It is worth noting that E-Mission stores every version of a spec that is uploaded to it. Thus, to handle specs with the same spec_id, I am selecting the most recently uploaded spec based on the value of ["metadata"]["write_ts"].

shankari · 2021-03-16T15:32:47Z

It is good to refactor the existing spec details into two very similar classes:

retrieves data from server and stores to files
retrieves data from files into memory for notebooks to read from

both of these will have very similar functions, including:

retrieving specs
retrieving transitions
converting transitions to ranges
etc

However, I expect that the first script can stop at the evaluation_range level. The second script will go down to the eval_section_range level.

singhish · 2021-03-16T22:56:58Z

Refactored the script significantly today to accommodate unit testing. Much of this has involved reorganizing the script into functions that represent individual chunks of the pipeline parallel to the function calls occurring in PhoneView. Will keep at adding functionality to it tomorrow.

shankari · 2021-03-17T15:25:47Z

My suggestion is to heavily re-use the existing phoneview class. Concretely, phoneview already fills in data from the spec details class. The spec details class has retrieval code and a bunch of other code to find and match ground truth.

So we can create an abstract class for SpecDetails which has one function retrieve_data

we can then have two subclasses for ServerSpecDetails and FileSpecDetails
in the download script, phoneview can be passed in a ServerSpecDetails
in the notebooks, phoneview can be passed in FileSpecDetails

In the script, you can then use PhoneView to retrieve all the data and then just dump the entries into files
Small aside: there is a rudimentary batching solution in PhoneView (_read_until_done) to workaround psf/requests#4937 which should get moved into ServerSpecDetails as part of the refactor

What am I missing here?

shankari · 2021-03-17T15:35:16Z

there are two ways to dump the files in the script:

you can have ServerSpecDetails dump the files at the end of every call.
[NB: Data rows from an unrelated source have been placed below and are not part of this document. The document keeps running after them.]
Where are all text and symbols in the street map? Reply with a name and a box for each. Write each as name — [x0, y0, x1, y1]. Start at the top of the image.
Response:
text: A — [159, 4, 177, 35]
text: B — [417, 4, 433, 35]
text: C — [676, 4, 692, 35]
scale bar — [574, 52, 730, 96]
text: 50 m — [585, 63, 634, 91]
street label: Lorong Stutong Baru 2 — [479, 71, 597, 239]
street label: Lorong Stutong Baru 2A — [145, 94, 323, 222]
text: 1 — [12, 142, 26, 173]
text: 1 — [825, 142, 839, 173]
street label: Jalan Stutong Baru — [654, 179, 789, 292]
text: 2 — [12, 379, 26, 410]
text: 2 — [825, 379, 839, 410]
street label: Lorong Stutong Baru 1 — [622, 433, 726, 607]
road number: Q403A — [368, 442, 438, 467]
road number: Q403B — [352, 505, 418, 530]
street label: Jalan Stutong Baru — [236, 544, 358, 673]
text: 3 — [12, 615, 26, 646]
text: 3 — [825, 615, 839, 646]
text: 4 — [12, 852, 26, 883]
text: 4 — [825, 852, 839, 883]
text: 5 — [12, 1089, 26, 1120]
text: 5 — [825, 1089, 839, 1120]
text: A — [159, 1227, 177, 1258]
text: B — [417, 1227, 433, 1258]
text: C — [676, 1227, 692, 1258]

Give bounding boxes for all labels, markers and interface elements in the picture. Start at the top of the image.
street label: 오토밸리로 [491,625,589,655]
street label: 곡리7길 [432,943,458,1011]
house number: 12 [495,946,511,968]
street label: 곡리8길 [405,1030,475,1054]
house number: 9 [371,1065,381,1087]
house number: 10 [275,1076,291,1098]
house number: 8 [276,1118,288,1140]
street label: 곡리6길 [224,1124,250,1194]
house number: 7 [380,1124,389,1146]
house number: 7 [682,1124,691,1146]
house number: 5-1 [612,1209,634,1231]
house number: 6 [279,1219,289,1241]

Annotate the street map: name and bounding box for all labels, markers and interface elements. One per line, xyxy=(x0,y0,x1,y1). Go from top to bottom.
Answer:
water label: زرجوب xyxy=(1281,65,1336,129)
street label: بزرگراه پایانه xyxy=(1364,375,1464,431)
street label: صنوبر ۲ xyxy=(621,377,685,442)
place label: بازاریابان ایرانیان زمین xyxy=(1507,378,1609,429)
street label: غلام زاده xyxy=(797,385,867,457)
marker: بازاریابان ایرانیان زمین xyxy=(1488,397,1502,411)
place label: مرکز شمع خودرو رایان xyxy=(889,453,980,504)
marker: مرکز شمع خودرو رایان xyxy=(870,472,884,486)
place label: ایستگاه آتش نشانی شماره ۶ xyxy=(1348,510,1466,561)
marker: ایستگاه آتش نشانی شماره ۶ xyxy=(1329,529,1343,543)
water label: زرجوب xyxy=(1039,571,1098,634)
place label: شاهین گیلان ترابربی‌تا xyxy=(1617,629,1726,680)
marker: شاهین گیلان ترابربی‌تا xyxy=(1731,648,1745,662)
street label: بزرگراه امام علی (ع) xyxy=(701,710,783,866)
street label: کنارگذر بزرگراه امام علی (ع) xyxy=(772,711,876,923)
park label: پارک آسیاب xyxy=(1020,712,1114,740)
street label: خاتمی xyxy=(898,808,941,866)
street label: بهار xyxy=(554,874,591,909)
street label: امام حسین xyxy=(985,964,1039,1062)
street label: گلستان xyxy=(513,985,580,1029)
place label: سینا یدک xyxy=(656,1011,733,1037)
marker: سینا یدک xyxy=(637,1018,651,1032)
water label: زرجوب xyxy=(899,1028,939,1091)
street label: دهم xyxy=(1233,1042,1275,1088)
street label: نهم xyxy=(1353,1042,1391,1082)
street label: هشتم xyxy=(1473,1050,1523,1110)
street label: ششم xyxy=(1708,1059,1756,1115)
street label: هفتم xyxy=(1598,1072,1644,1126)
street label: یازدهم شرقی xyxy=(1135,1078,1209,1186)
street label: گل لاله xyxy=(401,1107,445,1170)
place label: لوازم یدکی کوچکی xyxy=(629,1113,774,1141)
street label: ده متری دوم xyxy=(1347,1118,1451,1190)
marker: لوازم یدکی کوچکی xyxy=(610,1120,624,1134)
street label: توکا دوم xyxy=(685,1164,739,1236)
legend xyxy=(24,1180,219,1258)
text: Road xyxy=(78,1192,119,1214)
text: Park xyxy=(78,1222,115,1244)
This is not terrible since we do not anticipate anything other than the script using ServerSpecDetails.
an alternative is to dump the data from the tree once it has been created in memory
- I just double checked and we do store the raw entries in the tree
  - search for retrieve_data_from_server in phone view
  - they are all in fillXXX and
  - the entries are stored as XXX_entries

e.g. in fill_battery_df, the entries are stored as battery_entries

    def fill_battery_df(self, storage_key):
        for phoneOS, phone_map in self.phone_view_map.items():
            print("Processing data for %s phones" % phoneOS)
            for phone_label in phone_map:
                curr_calibration_ranges = phone_map[phone_label]["{}_ranges".format(storage_key)]
                for r in curr_calibration_ranges:
                    battery_entries = self.spec_details.retrieve_data_from_server(phone_label, ["background/battery"], r["start_ts"], r["end_ts"])
                    ...
                    r["battery_entries"] = battery_entries
                    ...

you should be able to walk the tree and just dump out the XXX_entries lists
This has the minor advantage that we leave open the option of using ServerSpecDetails in the notebook if we ever go back to making the data available through a server.

shankari · 2021-03-18T15:30:54Z

Concretely:

you would walk the tree in the way that we do in the Data Exploration Template.
As we can see from the code above, each evaluation_range or calibration_range will have XXX_entries - e.g. (battery_entries, location_entries... etc) as fields in them.
you already have the phone_os, phone_label, evaluation_range details (including id, role, start_ts and end_ts) available
store the entries into a JSON file

Is there a problem with this?

    "for phone_os, phone_map in pv.map().items():\n",
    "    print(15 * \"=*\")\n",
    "    print(phone_os, phone_map.keys())\n",
    "    for phone_label, phone_detail_map in phone_map.items():\n",
    "        print(4 * ' ', 15 * \"-*\")\n",
    "        print(4 * ' ', phone_label, phone_detail_map.keys())\n",
    "        # this spec does not have any calibration ranges, but evaluation ranges are actually cooler\n",
    "        for r in phone_detail_map[\"evaluation_ranges\"]:\n",
    "            print(8 * ' ', 30 * \"=\")\n",
    "            print(8 * ' ',r.keys())\n",
    "            print(8 * ' ',r[\"trip_id\"], r[\"eval_common_trip_id\"], r[\"eval_role\"], len(r[\"evaluation_trip_ranges\"]), arrow.get(r[\"start_ts\"]))\n",

Basically, add a save_json_file line just below the print statement.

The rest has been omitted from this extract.